A McDonald's All-American who wants to enjoy the college experience isn't coming to Austin. Not when he can go to a place like Kansas, Duke, Kentucky or North Carolina where college basketball is part of the lifeblood of the university.
When I was a student at Texas earlier in the mid-2000's, the basketball program almost never sold out the Erwin Center, which has consistently been one of the worst home-courts of any Top 25 program in the nation. The students are shunted to the "O-Zone" behind each basket while the vast majority of the lower bowl is given over to donors to the football program who can barely be bothered to politely applause after a nice play. During finals, anyone can walk all the way down to the floor-side seats in the cavernously empty arena.
The recruits who come to play for Rick Barnes, who generally churns out Top 10-15 classes every year, chose the school in spite of this. They come to Austin not because they've been wowed by the general malaise surrounding the basketball program but because Barnes and strength and conditioning coach Todd Wright have consistently proven they know how to prepare players for the next level.

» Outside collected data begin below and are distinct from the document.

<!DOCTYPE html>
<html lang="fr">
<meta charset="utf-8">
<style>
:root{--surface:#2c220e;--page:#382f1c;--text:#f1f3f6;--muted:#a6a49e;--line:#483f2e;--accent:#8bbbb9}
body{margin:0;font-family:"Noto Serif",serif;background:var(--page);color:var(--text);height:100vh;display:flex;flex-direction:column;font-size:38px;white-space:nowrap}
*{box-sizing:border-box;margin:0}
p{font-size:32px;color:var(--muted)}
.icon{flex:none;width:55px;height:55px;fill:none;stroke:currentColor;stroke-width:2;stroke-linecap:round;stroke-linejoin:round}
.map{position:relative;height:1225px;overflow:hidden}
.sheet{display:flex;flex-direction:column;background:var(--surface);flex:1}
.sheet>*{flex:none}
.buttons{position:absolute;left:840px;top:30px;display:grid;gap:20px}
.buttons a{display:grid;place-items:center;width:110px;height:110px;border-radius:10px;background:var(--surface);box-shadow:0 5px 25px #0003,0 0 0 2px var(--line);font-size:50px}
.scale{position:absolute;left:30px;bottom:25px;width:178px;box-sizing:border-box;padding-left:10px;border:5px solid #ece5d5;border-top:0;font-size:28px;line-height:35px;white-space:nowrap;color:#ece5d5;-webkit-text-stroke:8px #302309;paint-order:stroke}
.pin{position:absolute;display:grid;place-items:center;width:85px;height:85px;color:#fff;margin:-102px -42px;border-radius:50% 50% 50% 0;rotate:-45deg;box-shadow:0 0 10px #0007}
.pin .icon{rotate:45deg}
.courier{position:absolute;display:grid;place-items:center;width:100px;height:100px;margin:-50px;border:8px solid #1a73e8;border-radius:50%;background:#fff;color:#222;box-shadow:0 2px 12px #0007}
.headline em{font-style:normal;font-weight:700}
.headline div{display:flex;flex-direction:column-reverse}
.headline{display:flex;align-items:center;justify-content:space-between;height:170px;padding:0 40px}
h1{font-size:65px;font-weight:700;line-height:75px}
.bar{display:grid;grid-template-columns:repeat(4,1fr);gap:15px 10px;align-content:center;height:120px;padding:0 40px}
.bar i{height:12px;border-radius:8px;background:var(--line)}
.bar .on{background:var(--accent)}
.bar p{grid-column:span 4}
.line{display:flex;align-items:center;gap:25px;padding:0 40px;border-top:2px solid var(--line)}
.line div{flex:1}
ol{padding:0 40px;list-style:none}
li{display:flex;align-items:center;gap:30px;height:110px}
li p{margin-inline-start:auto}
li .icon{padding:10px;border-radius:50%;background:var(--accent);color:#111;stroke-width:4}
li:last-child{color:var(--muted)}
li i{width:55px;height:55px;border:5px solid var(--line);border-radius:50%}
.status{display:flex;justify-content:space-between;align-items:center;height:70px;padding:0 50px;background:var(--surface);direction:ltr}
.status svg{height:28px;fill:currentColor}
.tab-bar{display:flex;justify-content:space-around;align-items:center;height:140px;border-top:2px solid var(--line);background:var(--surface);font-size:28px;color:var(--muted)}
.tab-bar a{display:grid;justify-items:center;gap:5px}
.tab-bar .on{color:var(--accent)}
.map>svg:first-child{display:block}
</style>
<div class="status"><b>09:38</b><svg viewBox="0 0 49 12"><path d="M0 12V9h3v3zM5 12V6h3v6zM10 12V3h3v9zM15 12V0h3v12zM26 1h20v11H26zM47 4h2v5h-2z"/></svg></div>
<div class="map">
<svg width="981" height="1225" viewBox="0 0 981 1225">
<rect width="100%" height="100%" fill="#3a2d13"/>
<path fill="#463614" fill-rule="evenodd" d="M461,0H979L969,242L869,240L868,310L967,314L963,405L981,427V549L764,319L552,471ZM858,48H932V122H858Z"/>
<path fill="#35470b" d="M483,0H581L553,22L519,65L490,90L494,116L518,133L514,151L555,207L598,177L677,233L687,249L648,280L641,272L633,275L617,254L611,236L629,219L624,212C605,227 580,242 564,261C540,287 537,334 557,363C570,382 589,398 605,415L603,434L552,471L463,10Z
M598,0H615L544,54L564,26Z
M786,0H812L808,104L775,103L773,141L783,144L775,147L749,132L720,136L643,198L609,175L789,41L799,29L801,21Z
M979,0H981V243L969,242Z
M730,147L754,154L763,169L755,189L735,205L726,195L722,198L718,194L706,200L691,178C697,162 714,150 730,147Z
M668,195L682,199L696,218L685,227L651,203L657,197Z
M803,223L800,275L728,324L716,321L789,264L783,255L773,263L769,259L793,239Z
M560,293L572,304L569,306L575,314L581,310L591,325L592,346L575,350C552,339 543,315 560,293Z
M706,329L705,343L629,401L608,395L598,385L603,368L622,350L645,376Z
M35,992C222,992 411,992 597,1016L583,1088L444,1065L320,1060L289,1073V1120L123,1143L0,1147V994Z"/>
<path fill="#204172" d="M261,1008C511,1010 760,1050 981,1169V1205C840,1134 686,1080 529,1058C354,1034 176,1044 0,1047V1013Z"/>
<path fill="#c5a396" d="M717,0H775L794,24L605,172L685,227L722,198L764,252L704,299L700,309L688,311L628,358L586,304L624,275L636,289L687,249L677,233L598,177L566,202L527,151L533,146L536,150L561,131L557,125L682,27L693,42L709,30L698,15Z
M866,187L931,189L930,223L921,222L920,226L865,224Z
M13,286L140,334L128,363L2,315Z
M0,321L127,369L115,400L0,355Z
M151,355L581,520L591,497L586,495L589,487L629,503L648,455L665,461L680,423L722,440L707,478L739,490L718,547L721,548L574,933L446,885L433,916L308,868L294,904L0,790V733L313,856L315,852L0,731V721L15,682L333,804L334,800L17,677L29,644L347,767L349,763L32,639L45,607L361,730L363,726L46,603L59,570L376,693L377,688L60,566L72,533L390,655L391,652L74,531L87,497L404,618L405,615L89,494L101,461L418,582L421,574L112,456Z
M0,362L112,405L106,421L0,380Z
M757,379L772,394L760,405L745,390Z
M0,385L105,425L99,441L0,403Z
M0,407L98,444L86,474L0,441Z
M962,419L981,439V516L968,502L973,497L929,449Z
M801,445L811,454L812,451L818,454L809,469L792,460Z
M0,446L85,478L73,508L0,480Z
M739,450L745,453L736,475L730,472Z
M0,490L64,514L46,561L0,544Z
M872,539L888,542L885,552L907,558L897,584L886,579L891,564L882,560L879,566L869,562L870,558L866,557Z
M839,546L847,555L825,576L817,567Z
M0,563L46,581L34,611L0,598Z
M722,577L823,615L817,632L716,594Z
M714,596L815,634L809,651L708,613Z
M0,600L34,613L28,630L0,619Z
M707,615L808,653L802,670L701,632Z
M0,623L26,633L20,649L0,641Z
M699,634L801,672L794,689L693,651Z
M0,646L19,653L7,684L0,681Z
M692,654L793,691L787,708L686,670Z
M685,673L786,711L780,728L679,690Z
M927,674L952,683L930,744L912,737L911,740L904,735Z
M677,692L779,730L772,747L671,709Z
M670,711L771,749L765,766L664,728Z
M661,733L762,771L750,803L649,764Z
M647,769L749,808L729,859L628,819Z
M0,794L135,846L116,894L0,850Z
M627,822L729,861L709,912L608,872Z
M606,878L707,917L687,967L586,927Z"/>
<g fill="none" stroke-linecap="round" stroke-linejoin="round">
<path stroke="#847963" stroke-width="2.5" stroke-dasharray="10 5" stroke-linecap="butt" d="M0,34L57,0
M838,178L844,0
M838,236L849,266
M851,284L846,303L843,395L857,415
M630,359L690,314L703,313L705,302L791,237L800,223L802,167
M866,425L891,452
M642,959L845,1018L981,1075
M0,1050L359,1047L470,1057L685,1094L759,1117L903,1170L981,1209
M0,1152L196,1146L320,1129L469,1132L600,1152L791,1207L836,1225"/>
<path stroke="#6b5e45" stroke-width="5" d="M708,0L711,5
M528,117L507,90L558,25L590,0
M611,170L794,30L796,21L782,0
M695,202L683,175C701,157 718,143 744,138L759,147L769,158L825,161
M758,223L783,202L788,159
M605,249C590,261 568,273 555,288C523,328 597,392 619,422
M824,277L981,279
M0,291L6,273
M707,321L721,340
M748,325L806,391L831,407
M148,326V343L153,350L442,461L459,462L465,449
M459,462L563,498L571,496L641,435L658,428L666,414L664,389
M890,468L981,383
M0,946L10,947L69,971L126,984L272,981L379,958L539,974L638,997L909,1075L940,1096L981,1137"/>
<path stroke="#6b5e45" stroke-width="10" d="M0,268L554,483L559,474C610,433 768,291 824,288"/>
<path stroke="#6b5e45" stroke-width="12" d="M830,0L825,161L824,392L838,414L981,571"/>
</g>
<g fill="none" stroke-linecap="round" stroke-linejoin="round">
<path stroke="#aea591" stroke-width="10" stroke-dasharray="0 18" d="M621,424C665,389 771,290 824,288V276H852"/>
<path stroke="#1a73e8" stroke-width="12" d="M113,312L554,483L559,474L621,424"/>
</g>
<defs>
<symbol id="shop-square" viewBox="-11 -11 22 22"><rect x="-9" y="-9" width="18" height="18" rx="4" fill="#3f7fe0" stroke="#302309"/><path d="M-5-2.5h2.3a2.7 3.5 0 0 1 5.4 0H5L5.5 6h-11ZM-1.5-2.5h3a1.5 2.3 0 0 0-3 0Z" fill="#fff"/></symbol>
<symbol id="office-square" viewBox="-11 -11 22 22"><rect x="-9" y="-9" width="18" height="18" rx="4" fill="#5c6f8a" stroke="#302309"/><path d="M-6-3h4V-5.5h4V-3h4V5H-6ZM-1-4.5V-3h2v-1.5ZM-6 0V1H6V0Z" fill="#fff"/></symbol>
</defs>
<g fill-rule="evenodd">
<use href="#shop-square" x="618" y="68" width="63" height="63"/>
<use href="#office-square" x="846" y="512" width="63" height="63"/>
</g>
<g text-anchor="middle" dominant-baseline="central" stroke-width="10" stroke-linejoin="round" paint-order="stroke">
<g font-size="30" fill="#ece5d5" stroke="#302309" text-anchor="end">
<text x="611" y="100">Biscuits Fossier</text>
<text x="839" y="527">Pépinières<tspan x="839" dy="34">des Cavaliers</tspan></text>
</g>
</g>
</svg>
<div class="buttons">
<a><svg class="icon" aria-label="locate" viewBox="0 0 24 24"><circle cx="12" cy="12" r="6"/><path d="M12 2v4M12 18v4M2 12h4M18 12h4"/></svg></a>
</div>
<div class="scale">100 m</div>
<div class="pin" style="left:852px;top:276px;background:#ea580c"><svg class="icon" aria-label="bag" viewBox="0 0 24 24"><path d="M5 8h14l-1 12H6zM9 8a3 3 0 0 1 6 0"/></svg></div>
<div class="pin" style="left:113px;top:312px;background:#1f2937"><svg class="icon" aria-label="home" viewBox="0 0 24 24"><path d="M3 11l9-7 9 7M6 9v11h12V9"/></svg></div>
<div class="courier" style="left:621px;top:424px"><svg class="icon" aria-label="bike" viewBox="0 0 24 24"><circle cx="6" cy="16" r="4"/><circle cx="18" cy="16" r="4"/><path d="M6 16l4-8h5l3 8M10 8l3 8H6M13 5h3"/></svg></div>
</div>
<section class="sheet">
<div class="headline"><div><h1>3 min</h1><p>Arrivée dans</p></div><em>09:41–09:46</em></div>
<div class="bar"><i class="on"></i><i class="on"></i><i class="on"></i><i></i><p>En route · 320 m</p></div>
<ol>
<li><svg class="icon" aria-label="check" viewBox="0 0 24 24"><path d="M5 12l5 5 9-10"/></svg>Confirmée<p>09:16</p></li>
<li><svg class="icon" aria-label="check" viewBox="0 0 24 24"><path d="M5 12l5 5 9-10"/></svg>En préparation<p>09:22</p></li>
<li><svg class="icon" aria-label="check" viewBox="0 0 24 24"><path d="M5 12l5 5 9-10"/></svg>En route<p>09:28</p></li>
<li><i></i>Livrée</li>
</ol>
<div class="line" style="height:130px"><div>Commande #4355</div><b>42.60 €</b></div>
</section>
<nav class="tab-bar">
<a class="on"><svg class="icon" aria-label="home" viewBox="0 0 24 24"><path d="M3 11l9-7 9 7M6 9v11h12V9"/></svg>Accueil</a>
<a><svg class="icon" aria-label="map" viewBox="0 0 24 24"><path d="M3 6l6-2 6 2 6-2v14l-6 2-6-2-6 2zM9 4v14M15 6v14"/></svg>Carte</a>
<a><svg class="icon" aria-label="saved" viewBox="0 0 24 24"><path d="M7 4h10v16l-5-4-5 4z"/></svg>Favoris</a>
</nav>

Given the inherent difficulties of recruiting players to come to a football school whose fan base is generally indifferent to the hardwood, Barnes' strategy is a good fit. Those who think he is underselling the potential of Texas basketball need only look at the school's history of success before he came.
Unfortunately, the downside of getting players who are more interested in the next level is that they are unlikely to resist the call of the NBA. If a player like Cory Joseph would have been receptive to the idea of returning to school and playing for a Final Four contender, he probably wouldn't have been at Texas in the first place. He would have went to a school closer to his home country of Canada, to a school like UConn that lives and bleeds college basketball.
Now, after this latest wave of defections, many Texas fans are ready to give up on going after one-and-done players like Bradley, Joseph and (possibly) Kabongo.
Personally, I'd rather continue rolling the dice on five-star recruits. I'd rather be Texas than Texas A&M, a school which hasn't been able to crack the upper crust of recruiting and plummeted down the standings this year due to a lack of elite talent. In contrast, a down year for Barnes' program is still an NCAA Tournament team who gave a Sweet 16 one (Cincinnati) all they could handle in the first round.
Without the ability to consistently sell out your home arena, it's almost** impossible to sustain a consistent Top 10 program. Rick Barnes may not be Bill Self, but he's proven that he's capable of sustaining a Top 25 program over the long haul, which is looking the ceiling of what Texas basketball can be.
** Baylor is, as always, the exception that proves the rule.